Le Uber à peine reparti, mon iPhone vibre dans ma veste. Un SMS de Jeanne, une ex :

Possible de passer chez toi, histoire d’imprimer quelques docs ? J’ai une présentation demain et plus d’encre dans l’imprimante.

- T’as de quoi te faire inviter ?

- Une bouteille de vodka ouverte et ce qu’il me reste de pizza. Pour le dessert, j’improviserai. Mais ce sera du fait maison.

- Yummy. Tu viens comment ?

- En voiture, d’ici 30 minutes. Ça te va ?

- Impec’. A tout.

Sur le trajet du retour jusqu’à l’appart, je pense à Inès, à ses potes, à cette drôle de fin de soirée, à tous nos petits arrangements avec la vie, l’amour, la vérité, et puis à moi demain matin, face au miroir, durant ce bref instant, juste avant de me raser.

Ici et maintenant

Enterrement de la sœur d’Antoine, un ami d'enfance, en l’église Notre-Dame des Flots, au Cap-Ferret. La cérémonie à peine débutée, je sens l’eau couler sur mes tempes, dégouliner sous ma chemise. Je sors à temps pour reprendre mon souffle, déboule en nage sur le parvis en même temps que j’enlève ma veste et desserre ma cravate.

L’instant d’après je vois la femme d’Antoine surgir à son tour du lieu saint, la cadette dans les bras et l’ainée lui tenant la main.

- Un souci, Ambre ?

- Elles babillent et chouinent sans arrêt. Même le prêtre semblait saoulé. 

- Tu veux que je m’en occupe ?

- Je t’avoue que ça m’arrangerait. J’aimerais vraiment y retourner, être là pour soutenir Antoine. Mais ça va aller, toi ? Je t’ai vu sortir l’église au pas de course.

- Une petite crise d’angoisse, rien d’autre. Là, ça va déjà un peu mieux. Je vais les emmener jouer là-bas, lui dis-je en montrant du menton la plage de l’autre côté de la place.

- Ça marche. Merci. On vient vous retrouver une fois la cérémonie achevée.

Une enfant au bout de chaque bras, c’est pieds nus que je foule le sable tiède. En cette fin octobre, l’endroit est quasiment désert, la mer vierge de tout vacancier et la vue sur le bassin d'Arcachon à tomber. Sans même attendre mon aval, les fillettes filent au bord de l’eau. Mes esprits totalement repris, je les rejoins peu après. 

Les yeux rivés sur le coquillage qu’elle tient entre ses petits doigts, Lou m’interroge :

-  Alors ça y est, Tata est montée jusqu’au ciel ? 

- C’est ça, ma grande. 

- Maintenant elle vit dans les nuages, avec les anges.

- Exactement. 

 Mais pourquoi on va tous au ciel ?

- Comment ça ?

- Et bah j’sais pas… par exemple…on pourrait aller dans la mer. 

- C’est vrai ça. 

 Alors dis-moi, pourquoi le ciel ? Tata faisait du surf, elle aurait préféré la mer.

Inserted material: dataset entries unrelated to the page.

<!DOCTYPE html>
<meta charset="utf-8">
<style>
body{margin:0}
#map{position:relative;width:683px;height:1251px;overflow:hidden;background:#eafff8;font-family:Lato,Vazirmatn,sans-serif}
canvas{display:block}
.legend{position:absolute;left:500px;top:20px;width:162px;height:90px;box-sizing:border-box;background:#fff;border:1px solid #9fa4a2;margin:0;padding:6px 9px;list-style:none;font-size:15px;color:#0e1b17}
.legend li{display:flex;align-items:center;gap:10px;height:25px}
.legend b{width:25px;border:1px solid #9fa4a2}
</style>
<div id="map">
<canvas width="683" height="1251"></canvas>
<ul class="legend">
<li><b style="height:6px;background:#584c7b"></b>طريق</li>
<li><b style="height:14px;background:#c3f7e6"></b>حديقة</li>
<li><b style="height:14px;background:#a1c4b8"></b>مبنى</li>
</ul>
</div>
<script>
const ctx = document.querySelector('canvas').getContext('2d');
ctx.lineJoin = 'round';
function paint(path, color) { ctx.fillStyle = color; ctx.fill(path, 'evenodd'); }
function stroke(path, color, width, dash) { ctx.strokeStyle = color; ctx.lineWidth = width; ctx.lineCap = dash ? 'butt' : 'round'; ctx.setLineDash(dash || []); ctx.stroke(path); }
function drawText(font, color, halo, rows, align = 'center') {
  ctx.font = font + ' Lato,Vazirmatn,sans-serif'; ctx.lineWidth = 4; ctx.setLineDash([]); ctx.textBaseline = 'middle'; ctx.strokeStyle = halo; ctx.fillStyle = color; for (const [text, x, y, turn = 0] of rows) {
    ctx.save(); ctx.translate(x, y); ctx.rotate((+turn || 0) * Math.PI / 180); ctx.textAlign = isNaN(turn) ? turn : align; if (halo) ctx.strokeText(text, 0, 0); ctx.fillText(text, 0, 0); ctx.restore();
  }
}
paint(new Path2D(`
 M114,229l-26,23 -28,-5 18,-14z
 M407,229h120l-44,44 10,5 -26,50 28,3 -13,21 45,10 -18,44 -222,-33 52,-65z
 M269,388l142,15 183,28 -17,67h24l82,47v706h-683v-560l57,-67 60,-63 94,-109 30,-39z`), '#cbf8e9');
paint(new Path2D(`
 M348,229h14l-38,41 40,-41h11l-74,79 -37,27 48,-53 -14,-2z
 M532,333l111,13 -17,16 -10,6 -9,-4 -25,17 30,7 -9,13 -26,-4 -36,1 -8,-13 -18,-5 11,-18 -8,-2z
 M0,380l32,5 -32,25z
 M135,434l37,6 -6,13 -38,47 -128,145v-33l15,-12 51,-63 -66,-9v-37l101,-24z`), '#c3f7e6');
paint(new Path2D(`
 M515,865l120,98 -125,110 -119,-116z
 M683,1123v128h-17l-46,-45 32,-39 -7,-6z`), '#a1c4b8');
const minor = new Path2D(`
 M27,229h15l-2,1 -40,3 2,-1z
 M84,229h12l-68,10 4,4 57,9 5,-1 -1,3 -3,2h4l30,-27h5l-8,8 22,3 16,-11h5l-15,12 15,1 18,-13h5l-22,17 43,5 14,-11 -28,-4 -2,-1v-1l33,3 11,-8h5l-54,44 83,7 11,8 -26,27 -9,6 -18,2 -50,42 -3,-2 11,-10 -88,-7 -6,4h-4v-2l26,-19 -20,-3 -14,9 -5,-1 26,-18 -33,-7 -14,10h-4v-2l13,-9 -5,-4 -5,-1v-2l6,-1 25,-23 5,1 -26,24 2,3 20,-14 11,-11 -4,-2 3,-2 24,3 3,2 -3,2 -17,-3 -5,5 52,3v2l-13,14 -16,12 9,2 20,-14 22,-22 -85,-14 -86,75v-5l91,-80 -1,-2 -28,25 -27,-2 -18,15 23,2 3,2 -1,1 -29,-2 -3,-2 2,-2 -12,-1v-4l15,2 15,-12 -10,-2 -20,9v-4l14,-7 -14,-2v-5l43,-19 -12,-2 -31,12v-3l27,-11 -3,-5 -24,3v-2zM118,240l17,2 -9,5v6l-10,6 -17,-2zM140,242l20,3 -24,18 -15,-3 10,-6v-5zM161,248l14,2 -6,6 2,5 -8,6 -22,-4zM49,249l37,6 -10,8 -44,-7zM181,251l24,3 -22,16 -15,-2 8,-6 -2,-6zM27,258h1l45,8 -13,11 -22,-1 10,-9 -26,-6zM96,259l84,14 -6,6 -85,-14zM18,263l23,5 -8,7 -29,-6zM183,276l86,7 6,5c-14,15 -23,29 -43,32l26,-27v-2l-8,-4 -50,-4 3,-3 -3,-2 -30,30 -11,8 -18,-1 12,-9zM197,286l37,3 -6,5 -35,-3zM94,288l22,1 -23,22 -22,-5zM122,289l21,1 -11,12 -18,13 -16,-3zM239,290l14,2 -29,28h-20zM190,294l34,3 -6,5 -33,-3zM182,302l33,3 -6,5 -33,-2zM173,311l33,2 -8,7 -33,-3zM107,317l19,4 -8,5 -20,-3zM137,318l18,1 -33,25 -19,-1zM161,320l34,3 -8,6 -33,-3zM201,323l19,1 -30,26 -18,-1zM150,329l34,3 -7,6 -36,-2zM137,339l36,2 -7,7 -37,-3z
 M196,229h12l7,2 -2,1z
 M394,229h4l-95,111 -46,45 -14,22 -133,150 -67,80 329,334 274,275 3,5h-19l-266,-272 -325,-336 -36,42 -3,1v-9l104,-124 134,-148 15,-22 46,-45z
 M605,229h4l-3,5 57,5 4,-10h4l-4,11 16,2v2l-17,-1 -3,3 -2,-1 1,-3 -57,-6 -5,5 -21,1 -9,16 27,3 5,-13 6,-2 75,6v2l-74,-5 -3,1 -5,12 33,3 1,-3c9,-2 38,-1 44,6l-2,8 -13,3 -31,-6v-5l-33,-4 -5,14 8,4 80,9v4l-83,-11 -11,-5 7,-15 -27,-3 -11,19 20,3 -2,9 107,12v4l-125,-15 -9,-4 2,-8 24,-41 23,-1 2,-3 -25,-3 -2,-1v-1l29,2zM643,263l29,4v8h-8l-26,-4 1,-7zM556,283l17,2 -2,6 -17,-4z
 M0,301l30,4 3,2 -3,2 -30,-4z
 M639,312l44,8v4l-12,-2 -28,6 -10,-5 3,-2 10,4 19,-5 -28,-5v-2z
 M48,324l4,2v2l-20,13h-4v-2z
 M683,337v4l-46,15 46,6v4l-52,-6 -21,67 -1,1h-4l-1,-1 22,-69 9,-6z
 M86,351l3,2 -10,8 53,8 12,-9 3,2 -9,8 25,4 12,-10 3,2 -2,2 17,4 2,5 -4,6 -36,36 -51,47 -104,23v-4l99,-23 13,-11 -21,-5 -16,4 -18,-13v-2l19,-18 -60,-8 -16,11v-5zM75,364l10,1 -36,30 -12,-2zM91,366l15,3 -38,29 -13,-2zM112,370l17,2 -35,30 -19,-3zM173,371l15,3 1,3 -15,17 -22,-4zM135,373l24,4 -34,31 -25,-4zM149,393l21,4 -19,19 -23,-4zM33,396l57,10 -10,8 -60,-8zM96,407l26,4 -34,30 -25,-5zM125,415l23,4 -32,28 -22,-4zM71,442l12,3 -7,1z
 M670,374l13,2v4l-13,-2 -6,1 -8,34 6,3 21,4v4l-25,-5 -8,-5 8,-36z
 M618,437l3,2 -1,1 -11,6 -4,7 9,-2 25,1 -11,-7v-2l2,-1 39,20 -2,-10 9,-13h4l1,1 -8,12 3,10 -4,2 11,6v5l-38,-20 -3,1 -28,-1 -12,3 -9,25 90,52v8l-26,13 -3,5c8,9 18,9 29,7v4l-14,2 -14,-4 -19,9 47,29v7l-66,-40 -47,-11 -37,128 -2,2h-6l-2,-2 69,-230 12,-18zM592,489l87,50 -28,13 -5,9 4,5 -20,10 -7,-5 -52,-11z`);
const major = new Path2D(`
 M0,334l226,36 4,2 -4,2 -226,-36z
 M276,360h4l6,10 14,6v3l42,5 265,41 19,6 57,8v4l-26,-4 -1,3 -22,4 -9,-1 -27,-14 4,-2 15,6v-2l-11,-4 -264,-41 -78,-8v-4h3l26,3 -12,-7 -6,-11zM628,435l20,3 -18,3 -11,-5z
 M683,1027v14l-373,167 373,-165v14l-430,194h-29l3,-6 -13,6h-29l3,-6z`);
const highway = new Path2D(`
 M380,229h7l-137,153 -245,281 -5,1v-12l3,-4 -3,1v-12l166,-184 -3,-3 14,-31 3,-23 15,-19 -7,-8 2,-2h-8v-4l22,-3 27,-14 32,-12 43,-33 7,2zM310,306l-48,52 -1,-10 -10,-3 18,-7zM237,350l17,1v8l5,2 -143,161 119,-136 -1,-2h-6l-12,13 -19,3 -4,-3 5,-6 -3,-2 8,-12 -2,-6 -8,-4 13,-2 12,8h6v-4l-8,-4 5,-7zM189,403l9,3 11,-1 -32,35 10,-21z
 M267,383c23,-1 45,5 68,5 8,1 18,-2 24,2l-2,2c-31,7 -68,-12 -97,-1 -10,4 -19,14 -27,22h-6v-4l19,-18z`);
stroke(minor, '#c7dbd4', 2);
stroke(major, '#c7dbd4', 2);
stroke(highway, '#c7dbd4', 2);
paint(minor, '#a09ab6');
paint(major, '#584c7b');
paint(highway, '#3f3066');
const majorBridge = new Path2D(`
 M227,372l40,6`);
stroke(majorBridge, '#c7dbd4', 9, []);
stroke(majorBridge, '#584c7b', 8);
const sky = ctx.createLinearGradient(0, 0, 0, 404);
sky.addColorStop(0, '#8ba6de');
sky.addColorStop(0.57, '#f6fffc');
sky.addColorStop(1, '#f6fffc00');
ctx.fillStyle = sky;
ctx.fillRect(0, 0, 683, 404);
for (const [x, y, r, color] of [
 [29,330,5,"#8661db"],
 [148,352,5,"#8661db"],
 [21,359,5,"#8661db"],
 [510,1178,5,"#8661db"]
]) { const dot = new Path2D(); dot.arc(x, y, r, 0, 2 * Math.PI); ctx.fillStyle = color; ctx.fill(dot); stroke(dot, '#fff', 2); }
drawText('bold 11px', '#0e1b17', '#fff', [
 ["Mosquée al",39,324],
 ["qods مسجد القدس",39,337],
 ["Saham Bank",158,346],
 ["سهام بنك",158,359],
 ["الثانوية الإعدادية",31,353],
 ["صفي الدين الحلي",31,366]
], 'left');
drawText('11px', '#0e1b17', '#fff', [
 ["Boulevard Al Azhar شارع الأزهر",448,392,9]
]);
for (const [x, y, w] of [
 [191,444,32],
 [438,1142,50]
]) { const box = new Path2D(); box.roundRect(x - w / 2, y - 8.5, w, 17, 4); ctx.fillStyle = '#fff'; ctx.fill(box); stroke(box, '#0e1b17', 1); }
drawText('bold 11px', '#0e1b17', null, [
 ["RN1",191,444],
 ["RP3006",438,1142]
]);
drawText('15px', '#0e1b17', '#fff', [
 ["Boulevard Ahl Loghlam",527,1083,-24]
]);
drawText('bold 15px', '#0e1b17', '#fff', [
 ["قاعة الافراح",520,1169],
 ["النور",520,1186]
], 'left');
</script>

- Faut croire qu’en termes de foi, les gens manquent d’imagination.

 En termes de quoi ?

 La foi… c’est ce que tu penses et crois très fort, au plus profond de toi. Et beaucoup de gens croient très fort qu’après la vie sur Terre, on grimpe au ciel.

- Comment on fait pour y aller ?

- Aucune idée.

- Toi, t’as pas l’air d’y croire beaucoup.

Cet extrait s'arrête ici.